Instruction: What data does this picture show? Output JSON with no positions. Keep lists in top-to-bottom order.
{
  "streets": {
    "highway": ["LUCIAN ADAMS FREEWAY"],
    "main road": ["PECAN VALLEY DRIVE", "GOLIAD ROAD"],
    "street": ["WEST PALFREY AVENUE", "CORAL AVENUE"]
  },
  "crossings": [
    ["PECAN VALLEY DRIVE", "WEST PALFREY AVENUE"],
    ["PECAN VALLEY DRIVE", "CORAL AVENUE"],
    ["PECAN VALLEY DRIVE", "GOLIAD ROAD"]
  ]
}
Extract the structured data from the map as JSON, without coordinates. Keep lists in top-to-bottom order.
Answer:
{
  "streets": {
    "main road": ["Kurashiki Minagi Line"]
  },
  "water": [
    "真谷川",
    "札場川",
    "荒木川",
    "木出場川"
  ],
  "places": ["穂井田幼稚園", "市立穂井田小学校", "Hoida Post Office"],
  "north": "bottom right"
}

#### Task to carry out
Reproduce all the records precisely.

#### Task solution
Instruction: What data does this picture show? Output JSON with no positions. Keep lists in top-to-bottom order.
{
  "streets": {
    "highway": ["LUCIAN ADAMS FREEWAY"],
    "main road": ["PECAN VALLEY DRIVE", "GOLIAD ROAD"],
    "street": ["WEST PALFREY AVENUE", "CORAL AVENUE"]
  },
  "crossings": [
    ["PECAN VALLEY DRIVE", "WEST PALFREY AVENUE"],
    ["PECAN VALLEY DRIVE", "CORAL AVENUE"],
    ["PECAN VALLEY DRIVE", "GOLIAD ROAD"]
  ]
}
Extract the structured data from the map as JSON, without coordinates. Keep lists in top-to-bottom order.
Answer:
{
  "streets": {
    "main road": ["Kurashiki Minagi Line"]
  },
  "water": [
    "真谷川",
    "札場川",
    "荒木川",
    "木出場川"
  ],
  "places": ["穂井田幼稚園", "市立穂井田小学校", "Hoida Post Office"],
  "north": "bottom right"
}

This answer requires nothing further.